**TASK**
Retype the records in full, and please keep the pictures out of the copy.

**DATA EXTRACT**
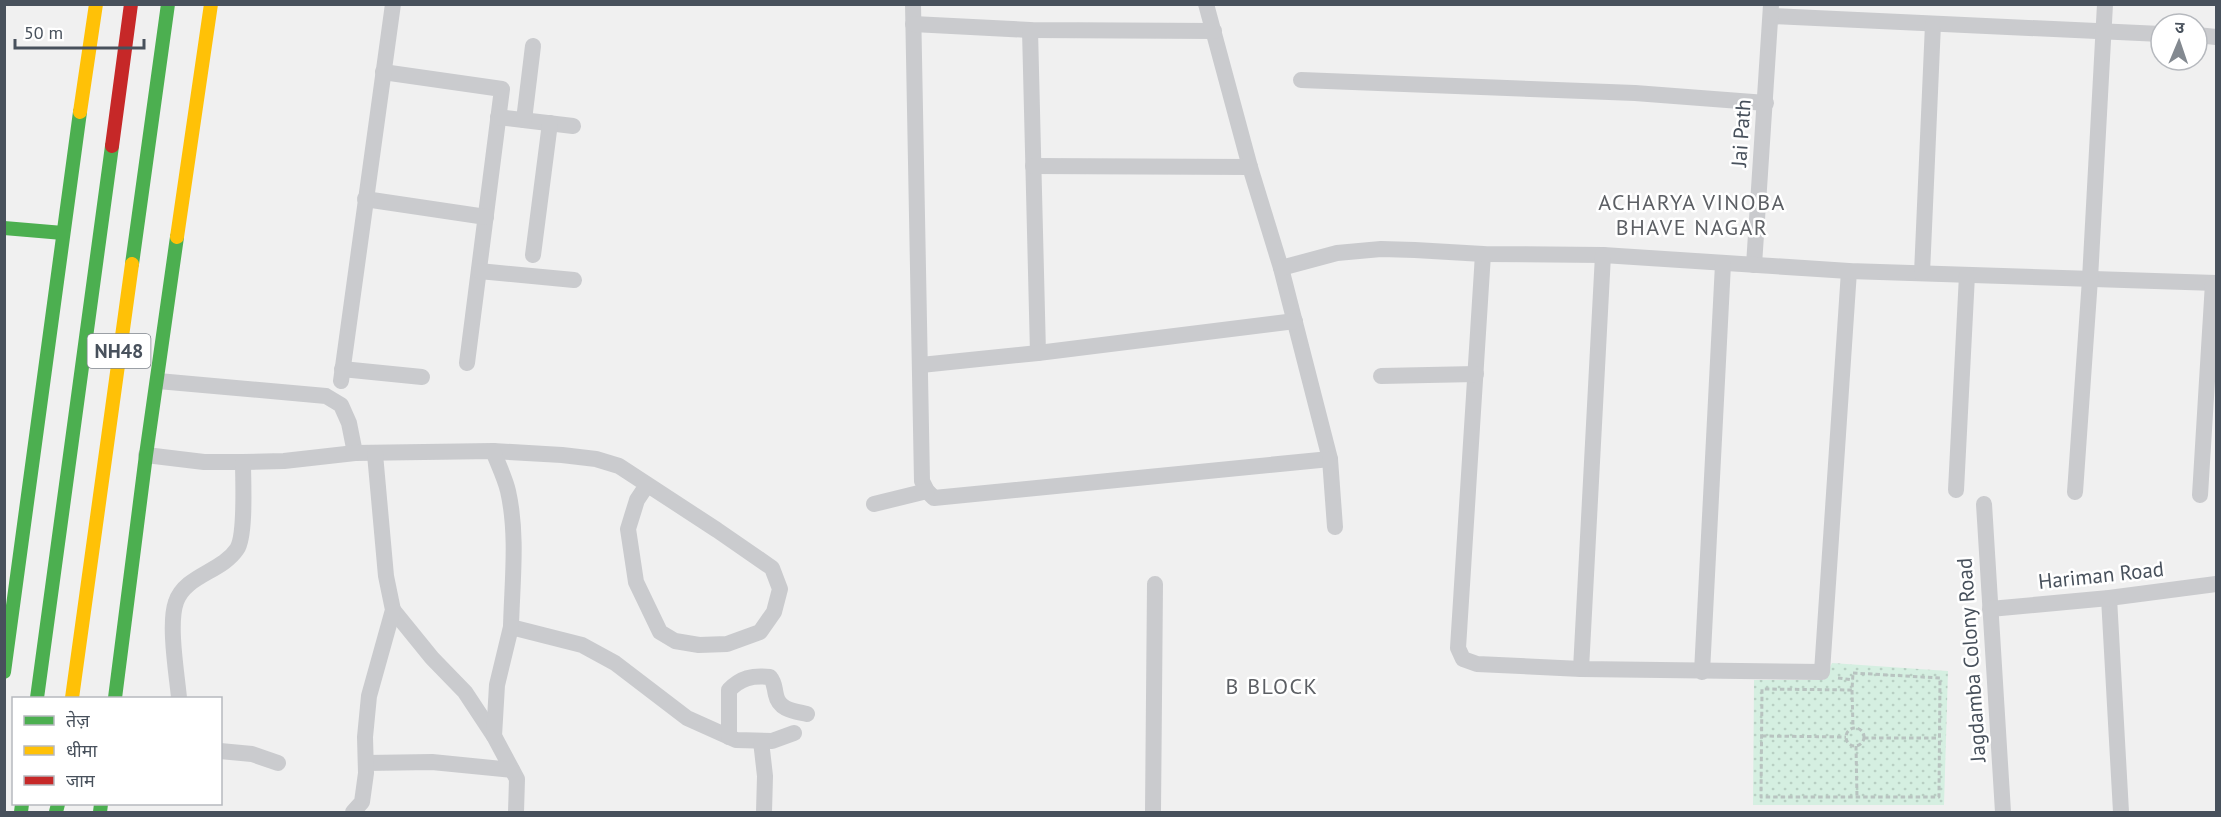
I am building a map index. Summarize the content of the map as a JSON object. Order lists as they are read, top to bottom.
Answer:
{
  "streets": {
    "main road": ["NH48"],
    "street": ["Jai Path", "Hariman Road", "Jagdamba Colony Road"]
  },
  "crossings": [
    ["Hariman Road", "Jagdamba Colony Road"]
  ],
  "districts": ["ACHARYA VINOBA BHAVE NAGAR", "B BLOCK"],
  "legend": ["तेज़", "धीमा", "जाम"],
  "scale_bar": "50 m",
  "north": "top"
}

**OUTPUT FOR THIS EXERCISE**
I am building a map index. Summarize the content of the map as a JSON object. Order lists as they are read, top to bottom.
Answer:
{
  "streets": {
    "main road": ["NH48"],
    "street": ["Jai Path", "Hariman Road", "Jagdamba Colony Road"]
  },
  "crossings": [
    ["Hariman Road", "Jagdamba Colony Road"]
  ],
  "districts": ["ACHARYA VINOBA BHAVE NAGAR", "B BLOCK"],
  "legend": ["तेज़", "धीमा", "जाम"],
  "scale_bar": "50 m",
  "north": "top"
}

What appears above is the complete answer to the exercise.